In total, how many lines of the data contain the word "linecap"? Only that number is wanted.

Saved data entries |
┌──

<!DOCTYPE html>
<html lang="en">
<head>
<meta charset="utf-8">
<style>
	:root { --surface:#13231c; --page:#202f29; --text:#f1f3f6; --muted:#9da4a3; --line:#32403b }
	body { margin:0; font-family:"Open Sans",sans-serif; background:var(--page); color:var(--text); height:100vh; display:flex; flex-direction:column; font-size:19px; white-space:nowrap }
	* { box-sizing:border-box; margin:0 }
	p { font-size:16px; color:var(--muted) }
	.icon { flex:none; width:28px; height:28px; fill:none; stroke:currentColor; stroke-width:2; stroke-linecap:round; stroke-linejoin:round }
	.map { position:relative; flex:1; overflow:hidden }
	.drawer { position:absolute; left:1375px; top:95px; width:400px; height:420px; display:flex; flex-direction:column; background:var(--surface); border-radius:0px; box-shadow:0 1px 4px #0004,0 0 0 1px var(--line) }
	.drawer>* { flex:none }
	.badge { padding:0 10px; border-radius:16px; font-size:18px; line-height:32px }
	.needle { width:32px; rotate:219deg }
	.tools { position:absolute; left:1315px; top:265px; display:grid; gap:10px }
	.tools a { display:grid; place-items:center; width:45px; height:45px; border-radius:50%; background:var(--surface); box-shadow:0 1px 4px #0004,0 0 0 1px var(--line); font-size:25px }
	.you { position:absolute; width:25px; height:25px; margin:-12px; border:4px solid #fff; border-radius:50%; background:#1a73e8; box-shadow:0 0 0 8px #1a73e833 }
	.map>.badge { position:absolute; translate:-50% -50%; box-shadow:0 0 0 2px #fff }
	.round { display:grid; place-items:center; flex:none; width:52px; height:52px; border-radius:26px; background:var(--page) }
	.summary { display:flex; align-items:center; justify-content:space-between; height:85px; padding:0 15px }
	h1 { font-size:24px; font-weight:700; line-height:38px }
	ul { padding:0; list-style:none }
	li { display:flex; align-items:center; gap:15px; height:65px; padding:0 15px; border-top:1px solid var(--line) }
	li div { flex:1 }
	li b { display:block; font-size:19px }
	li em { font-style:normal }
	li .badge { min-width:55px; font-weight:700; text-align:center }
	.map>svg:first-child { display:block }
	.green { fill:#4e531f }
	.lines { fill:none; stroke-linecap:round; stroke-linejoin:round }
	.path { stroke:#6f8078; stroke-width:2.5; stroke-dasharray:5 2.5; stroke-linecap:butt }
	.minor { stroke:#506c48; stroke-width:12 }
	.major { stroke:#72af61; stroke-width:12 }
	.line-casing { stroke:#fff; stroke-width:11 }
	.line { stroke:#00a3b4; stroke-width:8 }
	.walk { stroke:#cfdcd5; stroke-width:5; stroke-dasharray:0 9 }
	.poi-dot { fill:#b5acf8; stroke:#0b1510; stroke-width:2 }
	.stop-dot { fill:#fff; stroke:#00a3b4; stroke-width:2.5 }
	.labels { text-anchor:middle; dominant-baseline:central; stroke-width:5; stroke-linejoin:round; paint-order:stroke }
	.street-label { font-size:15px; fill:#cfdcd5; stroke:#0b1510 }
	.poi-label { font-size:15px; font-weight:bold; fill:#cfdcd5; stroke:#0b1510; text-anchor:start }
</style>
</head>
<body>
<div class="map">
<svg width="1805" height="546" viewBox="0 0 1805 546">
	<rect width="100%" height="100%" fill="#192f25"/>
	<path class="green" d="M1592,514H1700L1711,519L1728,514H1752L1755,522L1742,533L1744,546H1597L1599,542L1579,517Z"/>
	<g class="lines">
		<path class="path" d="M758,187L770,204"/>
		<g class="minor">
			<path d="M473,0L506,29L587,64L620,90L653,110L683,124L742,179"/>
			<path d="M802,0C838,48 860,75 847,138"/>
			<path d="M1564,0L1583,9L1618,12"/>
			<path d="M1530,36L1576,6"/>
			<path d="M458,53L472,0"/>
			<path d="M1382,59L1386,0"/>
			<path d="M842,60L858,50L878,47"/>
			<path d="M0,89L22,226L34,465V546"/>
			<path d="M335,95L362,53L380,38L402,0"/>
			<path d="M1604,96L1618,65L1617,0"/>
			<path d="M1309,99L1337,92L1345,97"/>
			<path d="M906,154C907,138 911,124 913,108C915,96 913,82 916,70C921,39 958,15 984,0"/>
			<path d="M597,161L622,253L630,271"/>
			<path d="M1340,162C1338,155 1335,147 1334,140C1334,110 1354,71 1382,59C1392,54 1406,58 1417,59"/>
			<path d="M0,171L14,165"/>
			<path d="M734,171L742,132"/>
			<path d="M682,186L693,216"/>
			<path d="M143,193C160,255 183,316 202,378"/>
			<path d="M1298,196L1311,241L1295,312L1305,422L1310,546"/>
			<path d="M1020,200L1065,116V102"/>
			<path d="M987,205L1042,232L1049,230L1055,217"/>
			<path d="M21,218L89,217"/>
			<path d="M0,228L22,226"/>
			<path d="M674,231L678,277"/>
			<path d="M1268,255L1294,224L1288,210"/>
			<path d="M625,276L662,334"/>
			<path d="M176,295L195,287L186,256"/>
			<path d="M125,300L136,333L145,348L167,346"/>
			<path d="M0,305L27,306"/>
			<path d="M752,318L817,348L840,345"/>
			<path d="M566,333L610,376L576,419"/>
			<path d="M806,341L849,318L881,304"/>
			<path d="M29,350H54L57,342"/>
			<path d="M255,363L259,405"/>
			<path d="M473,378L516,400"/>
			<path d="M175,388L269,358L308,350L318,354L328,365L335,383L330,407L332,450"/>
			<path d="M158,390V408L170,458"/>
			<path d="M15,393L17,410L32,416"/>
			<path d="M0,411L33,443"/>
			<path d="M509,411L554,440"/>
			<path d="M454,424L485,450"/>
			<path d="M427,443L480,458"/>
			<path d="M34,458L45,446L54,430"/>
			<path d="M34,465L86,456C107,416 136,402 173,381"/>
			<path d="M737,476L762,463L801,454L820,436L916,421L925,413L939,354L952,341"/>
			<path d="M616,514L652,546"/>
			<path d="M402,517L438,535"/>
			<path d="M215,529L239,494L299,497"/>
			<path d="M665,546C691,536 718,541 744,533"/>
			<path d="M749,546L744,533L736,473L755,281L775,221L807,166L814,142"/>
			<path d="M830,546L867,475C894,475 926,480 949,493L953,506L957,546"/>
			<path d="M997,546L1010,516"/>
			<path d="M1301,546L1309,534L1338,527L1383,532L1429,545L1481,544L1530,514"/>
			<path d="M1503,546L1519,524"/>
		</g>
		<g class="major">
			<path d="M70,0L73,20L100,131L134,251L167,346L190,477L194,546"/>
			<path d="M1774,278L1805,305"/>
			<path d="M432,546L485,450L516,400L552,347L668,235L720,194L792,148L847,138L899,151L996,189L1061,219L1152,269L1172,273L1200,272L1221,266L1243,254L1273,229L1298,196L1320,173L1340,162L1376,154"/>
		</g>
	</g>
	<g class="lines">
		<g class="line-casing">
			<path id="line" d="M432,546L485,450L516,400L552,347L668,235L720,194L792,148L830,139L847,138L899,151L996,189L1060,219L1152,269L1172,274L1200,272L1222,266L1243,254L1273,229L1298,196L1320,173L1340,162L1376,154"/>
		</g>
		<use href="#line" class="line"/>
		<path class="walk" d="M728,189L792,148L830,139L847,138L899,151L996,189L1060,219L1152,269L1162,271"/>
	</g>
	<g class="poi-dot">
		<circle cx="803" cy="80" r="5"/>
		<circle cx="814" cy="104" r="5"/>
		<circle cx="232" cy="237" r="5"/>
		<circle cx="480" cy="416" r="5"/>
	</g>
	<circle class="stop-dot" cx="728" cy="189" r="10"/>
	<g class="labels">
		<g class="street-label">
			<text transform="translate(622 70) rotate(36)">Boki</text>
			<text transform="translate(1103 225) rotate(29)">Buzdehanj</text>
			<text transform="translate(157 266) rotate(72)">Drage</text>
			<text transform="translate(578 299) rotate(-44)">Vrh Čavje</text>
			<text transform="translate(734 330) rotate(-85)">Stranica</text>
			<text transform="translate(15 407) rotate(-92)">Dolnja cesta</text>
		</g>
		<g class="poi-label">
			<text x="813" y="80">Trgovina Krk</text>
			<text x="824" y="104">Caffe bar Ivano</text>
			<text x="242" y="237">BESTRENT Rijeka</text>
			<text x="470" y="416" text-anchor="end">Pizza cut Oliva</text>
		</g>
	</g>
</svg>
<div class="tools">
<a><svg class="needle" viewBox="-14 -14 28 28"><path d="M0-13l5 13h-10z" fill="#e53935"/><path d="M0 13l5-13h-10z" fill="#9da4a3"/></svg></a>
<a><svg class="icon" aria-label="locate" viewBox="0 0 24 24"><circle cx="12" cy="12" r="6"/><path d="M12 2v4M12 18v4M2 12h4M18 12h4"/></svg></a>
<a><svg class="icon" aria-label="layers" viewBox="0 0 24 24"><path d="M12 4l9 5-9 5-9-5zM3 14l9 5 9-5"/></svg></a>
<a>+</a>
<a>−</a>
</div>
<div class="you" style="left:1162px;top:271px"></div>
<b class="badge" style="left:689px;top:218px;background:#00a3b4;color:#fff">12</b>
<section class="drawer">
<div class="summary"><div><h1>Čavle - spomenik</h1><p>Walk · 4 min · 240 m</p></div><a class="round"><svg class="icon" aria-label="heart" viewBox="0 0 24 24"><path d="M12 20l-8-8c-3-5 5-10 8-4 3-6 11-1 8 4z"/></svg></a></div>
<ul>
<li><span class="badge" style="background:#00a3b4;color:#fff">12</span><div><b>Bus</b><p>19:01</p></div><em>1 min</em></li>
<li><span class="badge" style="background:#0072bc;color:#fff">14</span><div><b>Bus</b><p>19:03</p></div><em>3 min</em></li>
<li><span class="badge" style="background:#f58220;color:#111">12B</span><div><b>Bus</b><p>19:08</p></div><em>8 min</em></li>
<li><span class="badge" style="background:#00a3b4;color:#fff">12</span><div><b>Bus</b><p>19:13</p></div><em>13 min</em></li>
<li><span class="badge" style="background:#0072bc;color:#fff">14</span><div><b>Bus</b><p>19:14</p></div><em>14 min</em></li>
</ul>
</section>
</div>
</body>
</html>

└──

ANSWER TO THIS EXERCISE | 3